The previous article we introduced the Python crawler frame Scrapy basic data, such as the installation and configuration, in this paper, we take a look at how to use convenient Scrapy frame grab a site's content, just choose a way station ( to the sample

web crawler, data fetching program is conducted online, use it to grab a particular web page HTML data. Although we use some libraries develop a crawlers, but using a framework can greatly improve the efficiency, shorten the development time. Scrapy is a Python code, lightweight, simple and lightweight, and very convenient to use. Using Scrapy can easily complete online data collection work, it completed a lot of work for us, without the need for a great effort to develop myself.

first to answer a question first.
Q: your site into the crawler, a total of a few steps?
The answer is simple, step four:
New Project (Project) : create a new crawler Project
Clear objectives (Items) : clear you want to grab the goal of
Crawler (spiders) : make the crawler began to crawl web page
Store content (Pipeline) : design pipe storage crawl content

ok, now that determines the basic process, then the next step by step can be completed.

1. The new Project (Project)
Hold down the Shift key in the empty directory right-click, select "here to open a command window", enter the command:

code is as follows:

Scrapy startproject tutorial 

the tutorial for the project name.
Can see that will create a tutorial folder, a directory structure is as follows:

code is as follows:

      Scrapy.

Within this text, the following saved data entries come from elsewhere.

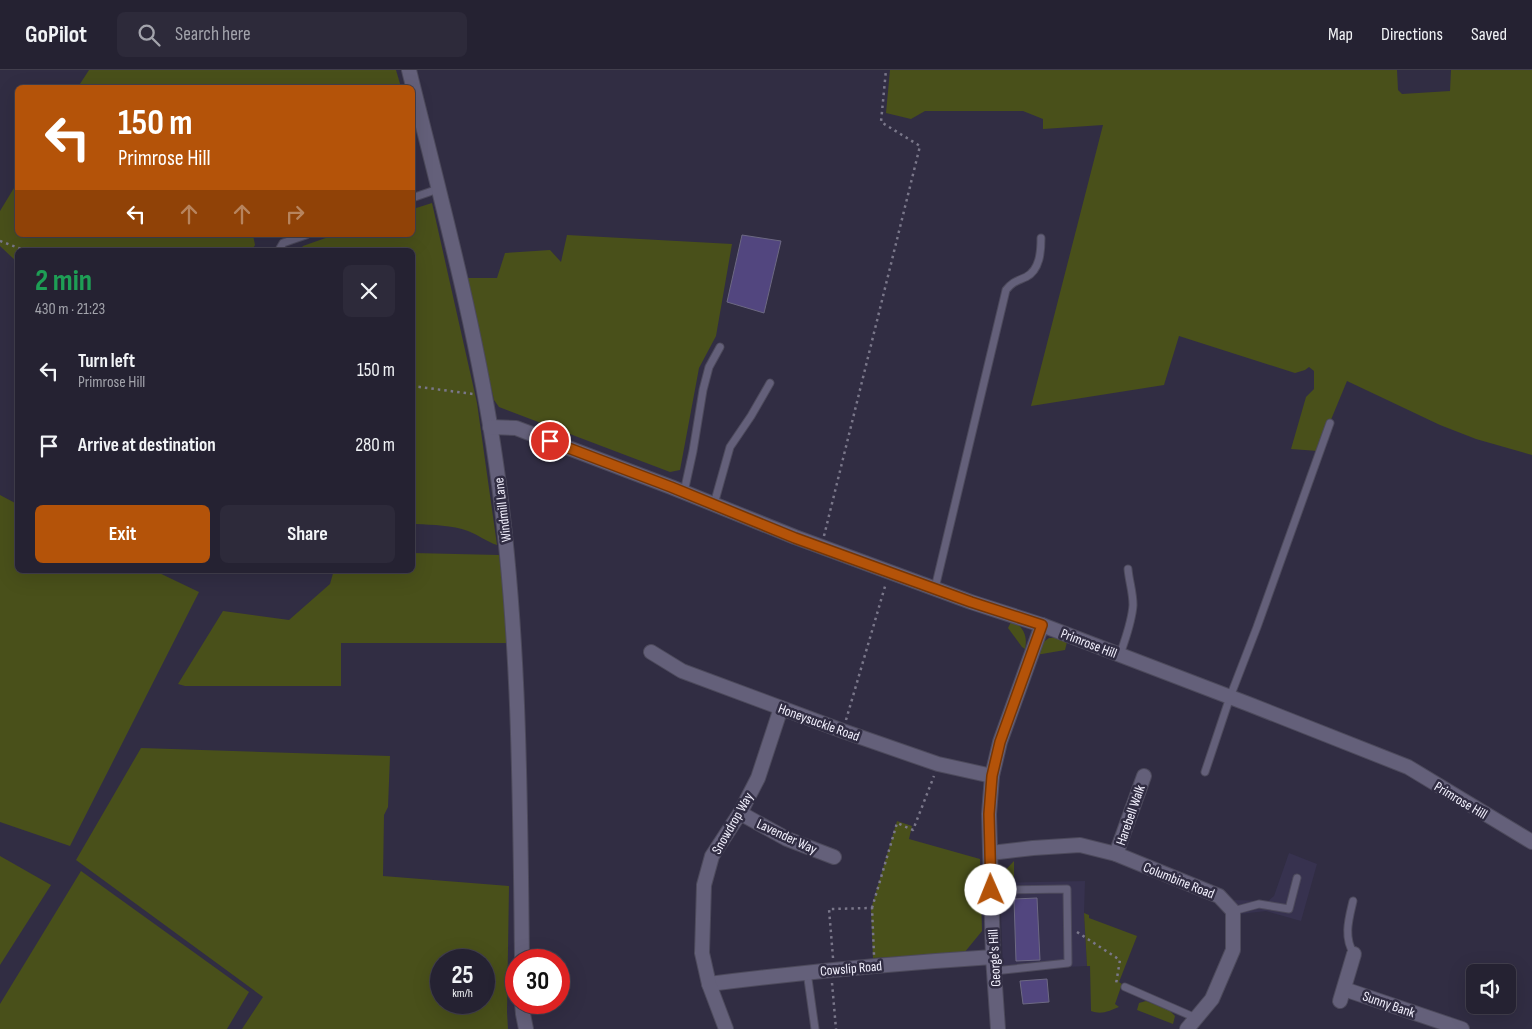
<!DOCTYPE html>
<meta charset="utf-8">
<style>
body{margin:0;font-family:"Sofia Sans Condensed",sans-serif;background:#2d2a3a;color:#f1f3f6;height:100vh;display:flex;flex-direction:column;font-size:19px;white-space:nowrap}
*{box-sizing:border-box;margin:0}
p{font-size:16px;color:#a3a4ac}
.icon{flex:none;width:28px;height:28px;fill:none;stroke:currentColor;stroke-width:2;stroke-linecap:round;stroke-linejoin:round}
.map{position:relative;flex:1;overflow:hidden}
.panel{position:absolute;left:15px;top:178px;width:400px;height:325px;display:flex;flex-direction:column;background:#252232;border-radius:8px;box-shadow:0 5px 20px #0002,0 0 0 1px #423f4d}
.panel>*{flex:none}
.banner{position:absolute;left:15px;top:15px;width:400px;height:152px;border-radius:8px;box-shadow:0 5px 20px #0002,0 0 0 1px #423f4d;background:#b45309;color:#fff;overflow:hidden}
.buttons{position:absolute;left:1466px;top:894px;display:grid;gap:10px}
.buttons a{display:grid;place-items:center;width:50px;height:50px;border-radius:8px;background:#252232;box-shadow:0 5px 20px #0002,0 0 0 1px #423f4d;font-size:25px}
.speed{position:absolute;left:430px;top:879px;display:flex;gap:10px;font-size:25px;font-weight:700;text-align:center}
.speed>*{display:grid;place-content:center;width:65px;height:65px;border-radius:50%;background:#252232;box-shadow:0 5px 20px #0002,0 0 0 1px #423f4d;line-height:1}
.speed small{font-size:12px;font-weight:400}
.speed .limit{border:8px solid #d22;background:#fff;color:#111}
.pin{position:absolute;display:grid;place-items:center;width:42px;height:42px;color:#fff;margin:-21px;border:2px solid #fff;border-radius:50%;box-shadow:0 1px 5px #0007}
.me{position:absolute;width:55px;margin:-28px;rotate:359deg;stroke-linejoin:round;filter:drop-shadow(0 0 4px #0008)}
.turn{display:flex;align-items:center;gap:18px;height:105px;padding:0 20px;font-size:22px}
.turn .icon{width:65px;height:65px;stroke-width:2.5}
.turn b{display:block;font-size:35px;line-height:42px}
.lanes{display:flex;align-items:center;height:48px;padding:0 20px;background:#0003;justify-content:center;gap:25px;direction:ltr}
.lanes .off{opacity:.35}
.round{display:grid;place-items:center;flex:none;width:52px;height:52px;border-radius:8px;background:#2d2a3a}
.summary{display:flex;align-items:center;justify-content:space-between;height:85px;padding:0 20px}
h1{font-size:30px;font-weight:700;line-height:38px;color:#1e9e55}
.primary-button{display:flex;gap:10px;margin-top:auto;padding:10px 20px}
.primary-button a{flex:1;height:58px;border-radius:8px;background:#b45309;color:#fff;font-size:20px;font-weight:700;line-height:58px;text-align:center}
.primary-button a+a{background:#2d2a3a;color:#f1f3f6}
ul{padding:0;list-style:none}
li{display:flex;align-items:center;gap:15px;height:75px;padding:0 20px}
li div{flex:1}
li b{display:block;font-size:19px}
li em{font-style:normal}
header{display:flex;align-items:center;gap:30px;box-sizing:border-box;height:70px;padding:0 25px;background:#252232;border-bottom:1px solid #423f4d}
header strong{font-size:24px}
nav{display:flex;gap:28px;margin-inline-start:auto;font-size:18px}
.search{width:350px;height:45px;background:#2d2a3a;display:flex;align-items:center;gap:12px;box-sizing:border-box;padding:0 18px;border-radius:8px;color:#a3a4ac;font-size:19px}
.map>svg:first-child{display:block}
</style>
<header>
<strong>GoPilot</strong>
<div class="search"><svg class="icon" aria-label="search" viewBox="0 0 24 24"><circle cx="10" cy="10" r="6"/><path d="M15 15l6 6"/></svg>Search here</div>
<nav><a>Map</a><a>Directions</a><a>Saved</a></nav>
</header>
<div class="map">
<svg width="1532" height="959" viewBox="0 0 1532 959">
<rect width="100%" height="100%" fill="#312d43"/>
<g fill="#37324f">
<polygon points="1289,783 1317,794 1301,851 1266,841 1240,844 1234,830 1268,831 1274,826"/>
<polygon points="1085,811 1084,843 1087,896 1003,900 1000,813"/>
</g>
<g fill="#49501a" fill-rule="evenodd">
<polygon points="89,0 396,0 401,17 78,17"/>
<polygon points="890,0 1397,0 1398,20 1402,24 1450,21 1451,0 1532,0 1532,385 1476,369 1440,355 1347,311 1318,381 1291,379 1306,327 1314,319 1314,301 1309,297 1305,300 1295,303 1179,266 1164,315 1031,336 1103,55 1043,59 1043,49 1023,41 925,41 911,49 886,43"/>
<polygon points="17,113 18,165 253,165 255,175 252,180 18,180 17,192 0,176 0,141"/>
<path d="M432,133L477,333L497,475C487,472 479,465 468,461C452,455 433,455 416,454L413,452L412,180H300L303,176L334,165H412L413,139Z"/>
<polygon points="567,165 732,174 716,266 699,298 680,400 670,402 499,337 494,330 466,208 497,208 505,183 550,180 561,192"/>
<polygon points="0,425 17,434 18,500 153,500 199,522 70,776 0,752"/>
<polygon points="413,483 499,485 510,573 341,573 341,616 185,616 178,614 223,541 289,550 330,514 334,500 412,500"/>
<path d="M1012,550C1023,557 1028,566 1025,579L1022,577L1008,558Z"/>
<polygon points="1049,568 1057,568 1067,572 1065,580 1036,585 1041,574"/>
<path d="M141,678L390,686L388,737L384,745L383,806L509,816L507,942L508,959H242L263,927L76,790ZM441,890H484V932H441Z"/>
<polygon points="897,751 912,756 909,769 980,789 982,861 964,883 873,888 871,839"/>
<polygon points="0,786 51,815 0,895"/>
<polygon points="1014,791 1014,813 1000,813 1000,806"/>
<polygon points="81,801 249,922 227,959 0,959 0,934"/>
<path d="M1084,843L1089,845V848L1137,866L1119,912L1122,914L1115,934L1119,937C1109,941 1102,945 1091,941L1090,896H1087Z"/>
<polygon points="1146,931 1169,940 1175,946 1173,954 1137,940 1139,933"/>
</g>
<g fill="#52467f" stroke="#6d6983">
<polygon points="742,165 781,171 764,243 727,232"/>
<polygon points="1037,828 1040,890 1016,891 1014,829"/>
<polygon points="1047,909 1049,932 1023,934 1020,911"/>
</g>
<g fill="none" stroke-linecap="round" stroke-linejoin="round">
<defs>
<g id="lane">
<polyline points="412,128 438,119"/>
<polyline points="279,180 283,173 306,165"/>
<polyline points="684,422 693,381 703,320 709,297 720,277"/>
<polyline points="714,434 730,377 751,346 770,313"/>
<path d="M935,518L1006,220C1012,212 1017,211 1026,207C1040,200 1041,181 1041,168"/>
<path d="M1120,585C1125,569 1132,552 1133,535C1133,522 1129,511 1128,499"/>
<polyline points="1205,702 1230,627 1257,557 1330,353"/>
<polyline points="991,820 1067,819 1068,893 994,901"/>
<path d="M1353,831C1349,848 1343,867 1354,884"/>
<polyline points="1233,841 1259,834 1289,839 1297,808"/>
<polyline points="807,902 815,959"/>
<polyline points="1125,917 1196,948"/>
</g>
<g id="street">
<path d="M409,0C441,130 477,261 496,393C520,558 520,724 522,890"/>
<polyline points="490,357 516,358 671,417 795,467 971,532 1042,555 1251,635 1408,697 1532,772"/>
<polyline points="651,582 682,601 843,661 938,694 992,706"/>
<polyline points="740,743 787,769 834,787"/>
<polyline points="991,783 1033,778 1080,775 1116,784 1219,826 1233,841 1233,880 1212,929 1187,959"/>
<polyline points="1116,784 1144,706"/>
<path d="M709,914C804,902 898,893 993,887"/>
<polyline points="1344,919 1462,959"/>
<polyline points="1340,931 1354,884"/>
<polyline points="522,932 523,944 526,959"/>
<polyline points="726,959 709,914 702,883 704,815 712,786 740,743 758,708 781,638"/>
<polyline points="998,959 993,887 989,744 992,706 1000,672 1042,555"/>
</g>
</defs>
<use href="#lane" stroke="#4d4a5c" stroke-width="9"/>
<use href="#street" stroke="#4d4a5c" stroke-width="16"/>
<g stroke="#7a778a" stroke-width="2.5" stroke-dasharray="2.5 4" stroke-linecap="butt">
<polyline points="0,171 24,180"/>
<polyline points="412,316 473,324"/>
<polyline points="824,466 920,76 881,52 886,0"/>
<polyline points="846,650 886,513"/>
<polyline points="872,838 897,753 913,760 934,706"/>
<polyline points="1077,862 1120,890 1116,914"/>
<polyline points="833,888 829,839 872,838 874,885"/>
<polyline points="832,913 836,959"/>
</g>
<use href="#lane" stroke="#64607a" stroke-width="7"/>
<use href="#street" stroke="#64607a" stroke-width="14"/>
</g>
<g fill="none" stroke-linecap="round" stroke-linejoin="round">
<defs>
<polyline id="route" points="550,371 671,417 795,468 971,532 1042,555 1000,672 992,706 989,744 991,820"/>
</defs>
<use href="#route" stroke="#753606" stroke-width="12"/>
<use href="#route" stroke="#b45309" stroke-width="9"/>
</g>
<g text-anchor="middle" stroke-width="5" stroke-linejoin="round" paint-order="stroke">
<g font-size="14" fill="#f3f1fe" stroke="#312d43">
<text transform="translate(502 440) rotate(-97)" y="5">Windmill Lane</text>
<text transform="translate(1089 573) rotate(21)" y="5">Primrose Hill</text>
<text transform="translate(819 652) rotate(20)" y="5">Honeysuckle Road</text>
<text transform="translate(1461 730) rotate(31)" y="5">Primrose Hill</text>
<text transform="translate(1130 745) rotate(-71)" y="5">Harebell Walk</text>
<text transform="translate(732 753) rotate(-60)" y="5">Snowdrop Way</text>
<text transform="translate(787 766) rotate(25)" y="5">Lavender Way</text>
<text transform="translate(1179 810) rotate(22)" y="5">Columbine Road</text>
<text transform="translate(994 888) rotate(-93)" y="5">George's Hill</text>
<text transform="translate(851 898) rotate(-5)" y="5">Cowslip Road</text>
<text transform="translate(1389 934) rotate(19)" y="5">Sunny Bank</text>
</g>
</g>
</svg>
<div class="buttons">
<a><svg class="icon" aria-label="sound" viewBox="0 0 24 24"><path d="M4 9h4l5-4v14l-5-4H4zM17 9q2 3 0 6"/></svg></a>
</div>
<div class="speed"><div>25<small>km/h</small></div><div class="limit">30</div></div>
<div class="pin" style="left:550px;top:371px;background:#d93025"><svg class="icon" aria-label="arrive" viewBox="0 0 24 24"><path d="M6 21V4h12l-3 4 3 4H6"/></svg></div>
<svg class="me" style="left:991px;top:820px" viewBox="-20 -20 40 40"><circle r="19" fill="#fff"/><path d="M0-13L10 11 0 6-10 11z" fill="#b45309"/></svg>
<div class="banner">
<div class="turn"><svg class="icon" aria-label="left" viewBox="0 0 24 24"><path d="M17 20v-9H6M10 6l-5 5 5 5"/></svg><div><b>150 m</b>Primrose Hill</div></div>
<div class="lanes"><svg class="icon" aria-label="left" viewBox="0 0 24 24"><path d="M17 20v-9H6M10 6l-5 5 5 5"/></svg><svg class="icon off" aria-label="ahead" viewBox="0 0 24 24"><path d="M12 20V5M6 11l6-6 6 6"/></svg><svg class="icon off" aria-label="ahead" viewBox="0 0 24 24"><path d="M12 20V5M6 11l6-6 6 6"/></svg><svg class="icon off" aria-label="right" viewBox="0 0 24 24"><path d="M7 20v-9h11M14 6l5 5-5 5"/></svg></div>
</div>
<section class="panel">
<div class="summary"><div><h1>2 min</h1><p>430 m · 21:23</p></div><a class="round"><svg class="icon" aria-label="close" viewBox="0 0 24 24"><path d="M6 6l12 12M18 6L6 18"/></svg></a></div>
<ul>
<li><svg class="icon" aria-label="left" viewBox="0 0 24 24"><path d="M17 20v-9H6M10 6l-5 5 5 5"/></svg><div><b>Turn left</b><p>Primrose Hill</p></div><em>150 m</em></li>
<li><svg class="icon" aria-label="arrive" viewBox="0 0 24 24"><path d="M6 21V4h12l-3 4 3 4H6"/></svg><div><b>Arrive at destination</b></div><em>280 m</em></li>
</ul>
<div class="primary-button"><a>Exit</a><a>Share</a></div>
</section>
</div>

Cfg 
              Just set py 
              The items. Py 
              Pipelines. Py 
              Settings. Py 
                      Just set py 

here is a brief introduction of the role of each file:
Scrapy. CFG: project configuration file
Tutorial/: Python module of the project, will be the reference code from here
Tutorial/items. Py: project items file
Tutorial/pipelines. Pipelines of py: project file
Tutorial/Settings. Py: project Settings file
Tutorial/spiders/: the storage directory of the crawler

2. Clear objectives (Item)
Items in Scrapy is used for loading containers of scraping content, a bit like the Dic in Python, is a dictionary, but provides some additional protection to reduce errors.
Generally speaking, the item can use scrapy. Item. The item class to create, and use scrapy. Item. The Field object to define the properties (understandable as similar to ORM mapping).
Next, we started to build the item model (the model).
First of all, we want to content:
Name (name)
Link (url)
Description (description)

modify the tutorial directory of the items. The py files, behind the original class to add our own class.
Because want to grasp the content of the web site, so we can name it DmozItem:

code is as follows:

#Define here the models for scraped items 

#See documentation: in  
The from scrapy. Item import item, Field 
The class TutorialItem (Item) :  
      #define the fields for the item here like:  
      #name=Field ()  
The class DmozItem (Item) :  
      Title=Field ()  
      The link=Field ()  
      Desc=Field ()  

at first may seem have some look not to understand, but define these item can make with other components when you know what your items.
Can put the Item simple as encapsulated class object.

3. Make the crawler (spiders)

the crawler, overall in two steps: first to climb again.
That is to say, first you need to get all the content of the whole page, and then take out the parts that are useful to you.
3.1 climb
Spiders is the user to write your own class, used to from one domain to grab information group (or domain).
They define the link for download URL list and tracking scheme, analytical way of web content, in order to extract the items.
To build a Spider, you must use scrapy. Spiders. BaseSpider create a subclass, and identify three mandatory attributes:
Name: identify the name of the crawler, must be unique, you must be defined in different crawler different names.
Start_urls: list of URL crawl. Crawler began to pull data from here, so, for the first time downloaded data will start from these urls. Other sub URL will be inherited from the starting URL generation.
Parse () : analytical method, called the incoming from every URL back to the Response object as the only parameter, is responsible for parsing and matching fetching data for item (parsing), tracking more URL.
Here you can refer to the width of the crawler thoughts which are mentioned in the tutorial to help you understand, tutorial teleport: [Java] zhihu jaw set 5: use HttpClient kit and the width of the crawler.
Is this store Url down and as a starting point gradually spread, grab all eligible web Url stored continues to climb.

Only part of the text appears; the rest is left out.